What you should do =
Pull out from the material below all lines with "inset".

Supplied entries =
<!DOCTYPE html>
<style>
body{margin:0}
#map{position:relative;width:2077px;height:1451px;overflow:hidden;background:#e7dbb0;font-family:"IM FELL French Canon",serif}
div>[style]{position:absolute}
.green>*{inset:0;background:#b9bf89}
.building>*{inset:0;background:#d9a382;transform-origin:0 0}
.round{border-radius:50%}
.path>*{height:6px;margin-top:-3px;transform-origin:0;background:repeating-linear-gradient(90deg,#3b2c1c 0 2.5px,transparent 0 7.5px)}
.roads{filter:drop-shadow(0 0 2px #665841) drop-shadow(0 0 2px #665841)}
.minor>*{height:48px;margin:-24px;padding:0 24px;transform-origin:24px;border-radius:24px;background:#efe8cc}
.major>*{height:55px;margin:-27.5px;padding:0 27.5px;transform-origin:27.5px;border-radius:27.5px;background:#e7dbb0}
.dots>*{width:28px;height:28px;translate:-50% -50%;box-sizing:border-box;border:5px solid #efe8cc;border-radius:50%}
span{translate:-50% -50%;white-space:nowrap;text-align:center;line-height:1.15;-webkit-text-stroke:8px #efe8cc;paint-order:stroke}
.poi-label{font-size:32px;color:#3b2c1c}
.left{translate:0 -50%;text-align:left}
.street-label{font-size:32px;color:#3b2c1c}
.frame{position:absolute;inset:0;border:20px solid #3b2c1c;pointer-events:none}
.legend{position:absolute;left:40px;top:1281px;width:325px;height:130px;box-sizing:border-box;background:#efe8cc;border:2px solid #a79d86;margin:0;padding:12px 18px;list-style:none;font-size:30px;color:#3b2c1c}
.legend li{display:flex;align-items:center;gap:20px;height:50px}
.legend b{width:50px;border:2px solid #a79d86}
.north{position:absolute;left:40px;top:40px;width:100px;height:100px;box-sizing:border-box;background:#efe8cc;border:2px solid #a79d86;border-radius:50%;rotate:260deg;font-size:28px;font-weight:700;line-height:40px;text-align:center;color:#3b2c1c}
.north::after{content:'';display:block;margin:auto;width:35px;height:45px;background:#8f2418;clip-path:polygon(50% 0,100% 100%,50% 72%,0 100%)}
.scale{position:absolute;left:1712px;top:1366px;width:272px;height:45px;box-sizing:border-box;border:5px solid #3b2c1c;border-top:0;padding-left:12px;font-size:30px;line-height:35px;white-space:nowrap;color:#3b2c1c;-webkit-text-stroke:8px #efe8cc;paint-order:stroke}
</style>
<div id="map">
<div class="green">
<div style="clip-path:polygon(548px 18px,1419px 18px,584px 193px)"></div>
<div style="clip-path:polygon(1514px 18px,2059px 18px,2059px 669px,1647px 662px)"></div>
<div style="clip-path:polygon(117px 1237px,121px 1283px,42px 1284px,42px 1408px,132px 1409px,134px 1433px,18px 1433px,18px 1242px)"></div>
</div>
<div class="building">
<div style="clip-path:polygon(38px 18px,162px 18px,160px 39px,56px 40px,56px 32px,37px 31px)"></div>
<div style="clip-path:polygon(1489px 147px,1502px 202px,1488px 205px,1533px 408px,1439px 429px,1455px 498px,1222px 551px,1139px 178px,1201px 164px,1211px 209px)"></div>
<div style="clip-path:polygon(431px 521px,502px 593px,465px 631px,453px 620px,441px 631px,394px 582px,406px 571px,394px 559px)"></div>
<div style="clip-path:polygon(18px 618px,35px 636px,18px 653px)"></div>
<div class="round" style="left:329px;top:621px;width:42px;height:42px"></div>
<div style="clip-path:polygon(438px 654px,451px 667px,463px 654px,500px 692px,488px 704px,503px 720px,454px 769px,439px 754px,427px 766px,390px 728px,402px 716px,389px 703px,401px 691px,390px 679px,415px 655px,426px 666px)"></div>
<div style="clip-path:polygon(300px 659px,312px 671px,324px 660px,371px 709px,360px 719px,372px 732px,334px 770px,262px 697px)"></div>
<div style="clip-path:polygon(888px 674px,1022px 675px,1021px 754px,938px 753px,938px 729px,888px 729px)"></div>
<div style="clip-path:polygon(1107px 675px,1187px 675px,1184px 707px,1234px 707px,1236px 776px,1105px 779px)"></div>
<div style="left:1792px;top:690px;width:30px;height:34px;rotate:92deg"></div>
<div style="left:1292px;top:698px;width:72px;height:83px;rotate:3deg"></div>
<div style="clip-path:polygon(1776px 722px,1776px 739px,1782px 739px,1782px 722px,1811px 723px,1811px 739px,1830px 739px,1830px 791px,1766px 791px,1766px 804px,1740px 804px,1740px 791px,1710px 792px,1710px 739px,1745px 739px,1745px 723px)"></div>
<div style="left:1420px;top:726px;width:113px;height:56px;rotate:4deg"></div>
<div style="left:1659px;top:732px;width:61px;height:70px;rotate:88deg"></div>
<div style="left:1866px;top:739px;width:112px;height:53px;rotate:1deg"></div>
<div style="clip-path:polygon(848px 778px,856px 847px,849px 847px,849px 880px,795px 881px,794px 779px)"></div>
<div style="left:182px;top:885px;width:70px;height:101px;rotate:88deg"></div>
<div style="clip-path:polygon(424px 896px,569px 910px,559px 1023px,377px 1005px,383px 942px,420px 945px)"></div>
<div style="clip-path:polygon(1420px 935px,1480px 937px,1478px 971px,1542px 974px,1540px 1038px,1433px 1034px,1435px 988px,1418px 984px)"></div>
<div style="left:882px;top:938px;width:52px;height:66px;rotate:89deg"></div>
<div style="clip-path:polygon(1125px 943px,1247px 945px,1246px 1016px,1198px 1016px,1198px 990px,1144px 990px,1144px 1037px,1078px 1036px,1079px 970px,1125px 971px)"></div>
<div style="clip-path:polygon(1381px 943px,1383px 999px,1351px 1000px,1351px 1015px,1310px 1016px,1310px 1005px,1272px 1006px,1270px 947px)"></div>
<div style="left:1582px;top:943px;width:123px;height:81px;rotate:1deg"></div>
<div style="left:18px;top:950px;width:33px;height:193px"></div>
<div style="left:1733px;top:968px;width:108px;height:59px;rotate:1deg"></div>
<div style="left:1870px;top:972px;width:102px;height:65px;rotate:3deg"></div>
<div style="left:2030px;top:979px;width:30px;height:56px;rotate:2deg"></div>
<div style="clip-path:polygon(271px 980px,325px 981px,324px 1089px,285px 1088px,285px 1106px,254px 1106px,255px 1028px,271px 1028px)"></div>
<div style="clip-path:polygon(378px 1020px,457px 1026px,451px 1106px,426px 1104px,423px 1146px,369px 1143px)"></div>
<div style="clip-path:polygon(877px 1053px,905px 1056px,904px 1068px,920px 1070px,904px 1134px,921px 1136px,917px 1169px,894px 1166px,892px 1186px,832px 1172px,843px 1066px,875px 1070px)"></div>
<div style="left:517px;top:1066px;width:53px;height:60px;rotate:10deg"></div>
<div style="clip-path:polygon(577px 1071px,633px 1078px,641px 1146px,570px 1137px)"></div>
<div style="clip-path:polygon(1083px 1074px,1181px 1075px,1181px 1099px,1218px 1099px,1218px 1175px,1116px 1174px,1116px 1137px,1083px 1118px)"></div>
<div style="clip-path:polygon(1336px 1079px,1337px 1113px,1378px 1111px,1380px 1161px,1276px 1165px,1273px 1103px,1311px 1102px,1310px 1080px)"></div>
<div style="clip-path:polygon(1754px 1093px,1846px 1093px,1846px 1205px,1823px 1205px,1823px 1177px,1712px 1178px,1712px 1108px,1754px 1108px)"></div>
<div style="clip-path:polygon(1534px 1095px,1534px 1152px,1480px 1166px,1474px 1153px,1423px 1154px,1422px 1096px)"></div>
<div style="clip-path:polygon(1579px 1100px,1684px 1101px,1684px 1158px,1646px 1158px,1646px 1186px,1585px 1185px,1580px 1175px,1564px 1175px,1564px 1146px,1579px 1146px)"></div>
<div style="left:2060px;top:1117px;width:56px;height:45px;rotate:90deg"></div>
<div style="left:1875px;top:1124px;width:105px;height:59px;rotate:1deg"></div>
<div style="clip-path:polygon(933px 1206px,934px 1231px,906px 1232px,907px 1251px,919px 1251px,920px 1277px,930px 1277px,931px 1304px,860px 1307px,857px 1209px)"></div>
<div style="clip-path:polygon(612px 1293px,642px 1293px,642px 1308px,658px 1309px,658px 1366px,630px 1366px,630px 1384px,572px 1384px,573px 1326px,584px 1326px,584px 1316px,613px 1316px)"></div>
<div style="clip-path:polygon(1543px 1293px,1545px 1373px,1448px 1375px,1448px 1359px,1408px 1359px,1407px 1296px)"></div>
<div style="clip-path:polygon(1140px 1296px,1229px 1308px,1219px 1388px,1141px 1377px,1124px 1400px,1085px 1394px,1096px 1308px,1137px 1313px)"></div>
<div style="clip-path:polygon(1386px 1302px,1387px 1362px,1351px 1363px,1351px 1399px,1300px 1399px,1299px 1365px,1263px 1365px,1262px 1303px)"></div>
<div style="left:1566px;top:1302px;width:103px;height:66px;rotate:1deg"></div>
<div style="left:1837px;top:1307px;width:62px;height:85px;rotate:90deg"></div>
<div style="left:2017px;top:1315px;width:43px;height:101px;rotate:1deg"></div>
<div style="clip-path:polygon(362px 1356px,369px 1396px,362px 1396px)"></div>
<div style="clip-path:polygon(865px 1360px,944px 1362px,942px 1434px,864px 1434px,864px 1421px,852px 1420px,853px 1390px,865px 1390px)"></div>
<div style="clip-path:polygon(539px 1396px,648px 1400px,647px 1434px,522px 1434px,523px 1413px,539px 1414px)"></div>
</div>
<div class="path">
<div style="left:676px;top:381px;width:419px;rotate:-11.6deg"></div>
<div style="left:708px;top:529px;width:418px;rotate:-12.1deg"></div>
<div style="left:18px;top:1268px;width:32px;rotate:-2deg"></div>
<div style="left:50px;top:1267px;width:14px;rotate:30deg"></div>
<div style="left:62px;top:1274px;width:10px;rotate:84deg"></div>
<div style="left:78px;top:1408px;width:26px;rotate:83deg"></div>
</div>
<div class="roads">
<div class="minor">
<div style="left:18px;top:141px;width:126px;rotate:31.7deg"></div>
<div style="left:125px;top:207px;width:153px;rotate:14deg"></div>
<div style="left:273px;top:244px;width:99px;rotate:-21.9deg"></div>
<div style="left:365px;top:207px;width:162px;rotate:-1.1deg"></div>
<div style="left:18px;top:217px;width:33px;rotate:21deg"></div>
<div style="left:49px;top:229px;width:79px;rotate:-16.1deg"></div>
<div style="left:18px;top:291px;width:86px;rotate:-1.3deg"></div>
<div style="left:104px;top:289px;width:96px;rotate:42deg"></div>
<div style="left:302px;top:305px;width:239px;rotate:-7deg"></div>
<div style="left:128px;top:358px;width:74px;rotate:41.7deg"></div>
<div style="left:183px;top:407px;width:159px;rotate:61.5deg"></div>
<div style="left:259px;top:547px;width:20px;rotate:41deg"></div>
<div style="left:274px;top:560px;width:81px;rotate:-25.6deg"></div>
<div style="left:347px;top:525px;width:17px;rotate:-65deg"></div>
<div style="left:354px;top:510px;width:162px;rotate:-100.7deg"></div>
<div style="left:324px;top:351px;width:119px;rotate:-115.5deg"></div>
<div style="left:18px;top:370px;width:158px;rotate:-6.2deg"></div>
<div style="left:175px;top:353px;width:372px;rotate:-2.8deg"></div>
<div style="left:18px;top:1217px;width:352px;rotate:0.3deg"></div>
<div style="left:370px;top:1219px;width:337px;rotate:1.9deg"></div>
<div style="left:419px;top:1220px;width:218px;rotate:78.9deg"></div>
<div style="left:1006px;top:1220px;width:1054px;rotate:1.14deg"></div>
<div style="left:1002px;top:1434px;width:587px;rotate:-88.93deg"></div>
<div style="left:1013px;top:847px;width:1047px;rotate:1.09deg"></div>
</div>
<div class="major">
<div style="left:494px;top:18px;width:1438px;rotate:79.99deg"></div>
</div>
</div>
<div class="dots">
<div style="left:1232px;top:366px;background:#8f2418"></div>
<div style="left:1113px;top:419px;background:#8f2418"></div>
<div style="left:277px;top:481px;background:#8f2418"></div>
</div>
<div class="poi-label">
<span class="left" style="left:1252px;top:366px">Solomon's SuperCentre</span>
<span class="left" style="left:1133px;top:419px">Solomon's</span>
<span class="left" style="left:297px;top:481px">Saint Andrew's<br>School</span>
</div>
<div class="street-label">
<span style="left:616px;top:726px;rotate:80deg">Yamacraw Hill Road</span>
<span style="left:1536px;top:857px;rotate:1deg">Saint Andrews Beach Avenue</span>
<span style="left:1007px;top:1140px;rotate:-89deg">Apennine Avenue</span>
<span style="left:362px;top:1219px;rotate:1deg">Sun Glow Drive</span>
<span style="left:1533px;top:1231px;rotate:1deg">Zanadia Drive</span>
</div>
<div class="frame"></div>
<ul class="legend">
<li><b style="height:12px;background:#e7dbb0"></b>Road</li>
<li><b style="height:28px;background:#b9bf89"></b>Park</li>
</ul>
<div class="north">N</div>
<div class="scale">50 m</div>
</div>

Completed task =
.green>*{inset:0;background:#b9bf89}
.building>*{inset:0;background:#d9a382;transform-origin:0 0}
.frame{position:absolute;inset:0;border:20px solid #3b2c1c;pointer-events:none}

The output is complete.